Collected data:
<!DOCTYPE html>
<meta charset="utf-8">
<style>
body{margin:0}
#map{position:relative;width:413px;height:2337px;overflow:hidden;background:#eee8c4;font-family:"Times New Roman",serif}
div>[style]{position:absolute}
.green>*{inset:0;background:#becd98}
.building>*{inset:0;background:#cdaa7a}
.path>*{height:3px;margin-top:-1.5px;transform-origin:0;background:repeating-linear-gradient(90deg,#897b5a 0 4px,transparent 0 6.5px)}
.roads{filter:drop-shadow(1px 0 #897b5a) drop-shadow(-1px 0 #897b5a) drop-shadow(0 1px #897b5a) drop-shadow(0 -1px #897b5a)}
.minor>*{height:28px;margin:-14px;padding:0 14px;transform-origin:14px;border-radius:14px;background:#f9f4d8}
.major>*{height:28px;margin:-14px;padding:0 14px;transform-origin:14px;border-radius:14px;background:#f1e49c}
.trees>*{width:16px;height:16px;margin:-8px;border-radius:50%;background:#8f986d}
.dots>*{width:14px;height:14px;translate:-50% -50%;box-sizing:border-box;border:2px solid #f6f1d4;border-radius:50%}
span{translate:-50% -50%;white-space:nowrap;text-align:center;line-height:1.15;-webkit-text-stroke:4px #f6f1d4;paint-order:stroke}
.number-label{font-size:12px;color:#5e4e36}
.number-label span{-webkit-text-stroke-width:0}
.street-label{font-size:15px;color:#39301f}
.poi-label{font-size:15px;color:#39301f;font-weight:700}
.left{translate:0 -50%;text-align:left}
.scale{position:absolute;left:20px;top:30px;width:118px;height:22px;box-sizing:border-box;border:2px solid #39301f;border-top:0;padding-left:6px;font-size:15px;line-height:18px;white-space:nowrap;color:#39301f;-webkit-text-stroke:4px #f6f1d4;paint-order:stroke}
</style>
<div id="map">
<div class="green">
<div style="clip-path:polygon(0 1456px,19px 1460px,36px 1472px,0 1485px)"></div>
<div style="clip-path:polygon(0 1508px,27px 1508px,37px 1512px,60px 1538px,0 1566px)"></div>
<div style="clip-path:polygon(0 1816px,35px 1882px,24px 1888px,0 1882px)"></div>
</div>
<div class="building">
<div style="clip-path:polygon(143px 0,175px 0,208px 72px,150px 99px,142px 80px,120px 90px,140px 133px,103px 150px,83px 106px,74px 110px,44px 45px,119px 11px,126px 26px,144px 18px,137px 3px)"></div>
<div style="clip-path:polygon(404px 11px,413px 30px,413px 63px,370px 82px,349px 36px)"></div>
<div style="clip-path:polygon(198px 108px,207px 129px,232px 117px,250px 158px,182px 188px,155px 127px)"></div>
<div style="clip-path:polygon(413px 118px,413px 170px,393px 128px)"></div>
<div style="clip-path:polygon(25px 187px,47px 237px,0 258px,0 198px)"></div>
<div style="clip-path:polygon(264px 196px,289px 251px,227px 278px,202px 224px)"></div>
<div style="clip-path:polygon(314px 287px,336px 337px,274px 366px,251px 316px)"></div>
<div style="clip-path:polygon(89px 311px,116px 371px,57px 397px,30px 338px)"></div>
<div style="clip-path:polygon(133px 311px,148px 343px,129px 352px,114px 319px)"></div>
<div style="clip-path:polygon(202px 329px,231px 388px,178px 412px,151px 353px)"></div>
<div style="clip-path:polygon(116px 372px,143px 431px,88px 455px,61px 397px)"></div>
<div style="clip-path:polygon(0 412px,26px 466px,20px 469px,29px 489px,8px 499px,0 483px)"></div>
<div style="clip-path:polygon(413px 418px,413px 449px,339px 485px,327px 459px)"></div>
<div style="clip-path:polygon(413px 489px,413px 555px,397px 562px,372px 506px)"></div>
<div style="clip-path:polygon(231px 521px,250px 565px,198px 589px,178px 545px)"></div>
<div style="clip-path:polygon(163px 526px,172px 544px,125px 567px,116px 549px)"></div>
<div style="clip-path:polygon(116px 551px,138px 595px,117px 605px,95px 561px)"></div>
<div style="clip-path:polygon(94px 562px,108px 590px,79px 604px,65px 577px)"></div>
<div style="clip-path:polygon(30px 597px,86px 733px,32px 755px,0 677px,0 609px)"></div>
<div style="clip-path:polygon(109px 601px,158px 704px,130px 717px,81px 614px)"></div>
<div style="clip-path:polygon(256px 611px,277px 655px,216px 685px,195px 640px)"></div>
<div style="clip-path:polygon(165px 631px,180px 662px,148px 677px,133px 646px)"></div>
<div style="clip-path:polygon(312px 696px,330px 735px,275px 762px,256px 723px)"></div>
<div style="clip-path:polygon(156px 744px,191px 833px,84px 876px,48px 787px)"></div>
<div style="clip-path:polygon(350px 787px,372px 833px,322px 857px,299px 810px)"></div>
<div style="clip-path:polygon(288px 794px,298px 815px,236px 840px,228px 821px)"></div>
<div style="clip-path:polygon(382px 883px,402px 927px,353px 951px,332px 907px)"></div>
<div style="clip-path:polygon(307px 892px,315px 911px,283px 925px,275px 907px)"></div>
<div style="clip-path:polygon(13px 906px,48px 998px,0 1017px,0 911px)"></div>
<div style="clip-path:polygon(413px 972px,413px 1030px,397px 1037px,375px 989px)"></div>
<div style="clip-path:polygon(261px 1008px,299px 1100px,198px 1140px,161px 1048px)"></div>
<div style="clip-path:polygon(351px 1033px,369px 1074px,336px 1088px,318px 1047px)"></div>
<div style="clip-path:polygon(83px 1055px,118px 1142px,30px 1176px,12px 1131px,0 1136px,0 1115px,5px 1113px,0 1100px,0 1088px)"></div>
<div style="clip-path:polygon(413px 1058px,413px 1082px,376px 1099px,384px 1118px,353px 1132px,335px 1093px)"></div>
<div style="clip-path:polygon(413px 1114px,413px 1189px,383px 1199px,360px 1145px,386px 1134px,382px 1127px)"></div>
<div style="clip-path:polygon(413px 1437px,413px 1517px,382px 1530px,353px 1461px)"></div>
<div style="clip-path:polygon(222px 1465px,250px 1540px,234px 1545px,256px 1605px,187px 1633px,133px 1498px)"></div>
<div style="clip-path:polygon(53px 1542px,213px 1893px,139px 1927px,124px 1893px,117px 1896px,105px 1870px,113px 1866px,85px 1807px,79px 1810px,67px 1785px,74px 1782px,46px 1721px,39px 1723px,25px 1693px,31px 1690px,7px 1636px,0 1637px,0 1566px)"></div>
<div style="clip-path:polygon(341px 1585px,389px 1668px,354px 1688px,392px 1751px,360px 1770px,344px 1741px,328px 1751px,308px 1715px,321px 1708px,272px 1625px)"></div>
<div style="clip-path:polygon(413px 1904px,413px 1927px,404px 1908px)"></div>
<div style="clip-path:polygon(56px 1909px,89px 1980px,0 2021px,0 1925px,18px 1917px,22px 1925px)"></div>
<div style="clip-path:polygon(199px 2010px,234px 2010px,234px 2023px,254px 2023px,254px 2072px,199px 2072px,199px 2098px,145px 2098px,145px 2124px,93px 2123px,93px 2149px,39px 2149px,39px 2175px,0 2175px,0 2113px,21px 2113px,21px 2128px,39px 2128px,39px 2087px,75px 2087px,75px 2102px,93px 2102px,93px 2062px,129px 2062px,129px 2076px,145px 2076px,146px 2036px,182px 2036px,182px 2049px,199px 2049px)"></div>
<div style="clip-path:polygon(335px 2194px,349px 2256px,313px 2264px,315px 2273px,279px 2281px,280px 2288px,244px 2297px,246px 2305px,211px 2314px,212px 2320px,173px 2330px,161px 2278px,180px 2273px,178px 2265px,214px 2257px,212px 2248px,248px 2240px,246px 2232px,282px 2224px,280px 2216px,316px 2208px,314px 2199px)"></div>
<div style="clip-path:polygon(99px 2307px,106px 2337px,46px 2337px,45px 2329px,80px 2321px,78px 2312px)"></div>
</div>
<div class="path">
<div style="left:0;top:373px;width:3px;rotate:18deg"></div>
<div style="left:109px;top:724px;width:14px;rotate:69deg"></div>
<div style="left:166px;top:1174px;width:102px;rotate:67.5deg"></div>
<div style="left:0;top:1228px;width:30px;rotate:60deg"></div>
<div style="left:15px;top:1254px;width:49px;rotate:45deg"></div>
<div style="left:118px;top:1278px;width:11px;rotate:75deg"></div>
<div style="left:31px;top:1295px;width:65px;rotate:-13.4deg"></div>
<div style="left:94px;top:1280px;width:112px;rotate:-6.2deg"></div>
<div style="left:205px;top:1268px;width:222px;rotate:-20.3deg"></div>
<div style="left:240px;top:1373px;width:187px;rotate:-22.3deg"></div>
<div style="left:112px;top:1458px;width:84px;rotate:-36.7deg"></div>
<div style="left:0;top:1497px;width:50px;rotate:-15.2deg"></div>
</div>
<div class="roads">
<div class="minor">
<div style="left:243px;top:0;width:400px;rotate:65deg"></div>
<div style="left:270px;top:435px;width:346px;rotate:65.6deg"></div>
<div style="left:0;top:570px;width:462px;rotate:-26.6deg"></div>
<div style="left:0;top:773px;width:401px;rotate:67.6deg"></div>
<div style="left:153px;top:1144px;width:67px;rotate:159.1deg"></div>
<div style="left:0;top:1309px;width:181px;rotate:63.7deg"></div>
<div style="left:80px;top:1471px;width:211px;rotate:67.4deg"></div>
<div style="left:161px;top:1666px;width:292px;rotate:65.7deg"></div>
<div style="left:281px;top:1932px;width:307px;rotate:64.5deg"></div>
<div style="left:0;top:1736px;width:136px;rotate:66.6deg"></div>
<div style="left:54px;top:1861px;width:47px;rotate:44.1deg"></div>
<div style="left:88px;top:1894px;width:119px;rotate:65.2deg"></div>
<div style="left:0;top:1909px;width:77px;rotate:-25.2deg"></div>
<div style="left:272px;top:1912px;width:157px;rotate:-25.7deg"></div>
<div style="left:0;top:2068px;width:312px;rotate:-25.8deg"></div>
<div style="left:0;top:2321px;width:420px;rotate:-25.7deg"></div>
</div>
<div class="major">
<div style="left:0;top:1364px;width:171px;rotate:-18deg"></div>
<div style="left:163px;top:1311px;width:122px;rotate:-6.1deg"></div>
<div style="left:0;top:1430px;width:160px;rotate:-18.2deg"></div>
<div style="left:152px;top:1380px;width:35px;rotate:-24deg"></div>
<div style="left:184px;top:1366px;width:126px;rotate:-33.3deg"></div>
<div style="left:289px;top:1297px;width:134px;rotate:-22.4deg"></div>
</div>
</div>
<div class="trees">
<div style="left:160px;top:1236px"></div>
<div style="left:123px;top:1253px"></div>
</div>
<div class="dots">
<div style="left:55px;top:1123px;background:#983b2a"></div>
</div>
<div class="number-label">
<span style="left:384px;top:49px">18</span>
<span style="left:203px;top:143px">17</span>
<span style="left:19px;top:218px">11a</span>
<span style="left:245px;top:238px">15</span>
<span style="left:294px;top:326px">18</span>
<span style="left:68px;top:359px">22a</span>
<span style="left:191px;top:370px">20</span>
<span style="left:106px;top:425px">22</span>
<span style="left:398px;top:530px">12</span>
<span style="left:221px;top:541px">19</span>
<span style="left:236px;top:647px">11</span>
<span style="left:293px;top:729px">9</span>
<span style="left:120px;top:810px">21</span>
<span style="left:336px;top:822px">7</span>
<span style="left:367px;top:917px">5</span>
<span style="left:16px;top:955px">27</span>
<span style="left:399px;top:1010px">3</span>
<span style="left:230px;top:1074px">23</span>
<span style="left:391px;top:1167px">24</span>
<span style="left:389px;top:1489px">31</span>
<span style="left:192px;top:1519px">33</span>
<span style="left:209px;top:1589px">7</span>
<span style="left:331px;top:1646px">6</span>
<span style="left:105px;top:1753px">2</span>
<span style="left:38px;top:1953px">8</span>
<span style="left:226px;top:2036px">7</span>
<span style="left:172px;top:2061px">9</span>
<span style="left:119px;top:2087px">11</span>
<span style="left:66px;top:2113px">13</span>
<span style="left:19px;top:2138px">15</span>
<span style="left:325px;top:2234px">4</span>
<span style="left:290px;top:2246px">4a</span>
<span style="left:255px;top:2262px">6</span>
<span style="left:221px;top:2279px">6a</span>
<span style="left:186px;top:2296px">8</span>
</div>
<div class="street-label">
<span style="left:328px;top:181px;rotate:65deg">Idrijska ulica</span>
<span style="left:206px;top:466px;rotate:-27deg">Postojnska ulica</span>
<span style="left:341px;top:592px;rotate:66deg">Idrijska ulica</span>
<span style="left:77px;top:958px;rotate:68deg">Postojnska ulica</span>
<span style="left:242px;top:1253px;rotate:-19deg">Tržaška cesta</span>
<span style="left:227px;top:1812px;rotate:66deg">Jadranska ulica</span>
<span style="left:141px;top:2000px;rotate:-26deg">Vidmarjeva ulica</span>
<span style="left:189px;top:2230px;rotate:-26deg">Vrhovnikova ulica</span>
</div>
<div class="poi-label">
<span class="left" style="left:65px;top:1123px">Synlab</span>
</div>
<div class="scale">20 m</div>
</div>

◆ What to do:
Exactly as they stand, please print the lines from the first line of the records above down to the line that includes "0 #897b5a) drop-shadow(-1px", both of those included and no others.

◆ Exercise response:
<!DOCTYPE html>
<meta charset="utf-8">
<style>
body{margin:0}
#map{position:relative;width:413px;height:2337px;overflow:hidden;background:#eee8c4;font-family:"Times New Roman",serif}
div>[style]{position:absolute}
.green>*{inset:0;background:#becd98}
.building>*{inset:0;background:#cdaa7a}
.path>*{height:3px;margin-top:-1.5px;transform-origin:0;background:repeating-linear-gradient(90deg,#897b5a 0 4px,transparent 0 6.5px)}
.roads{filter:drop-shadow(1px 0 #897b5a) drop-shadow(-1px 0 #897b5a) drop-shadow(0 1px #897b5a) drop-shadow(0 -1px #897b5a)}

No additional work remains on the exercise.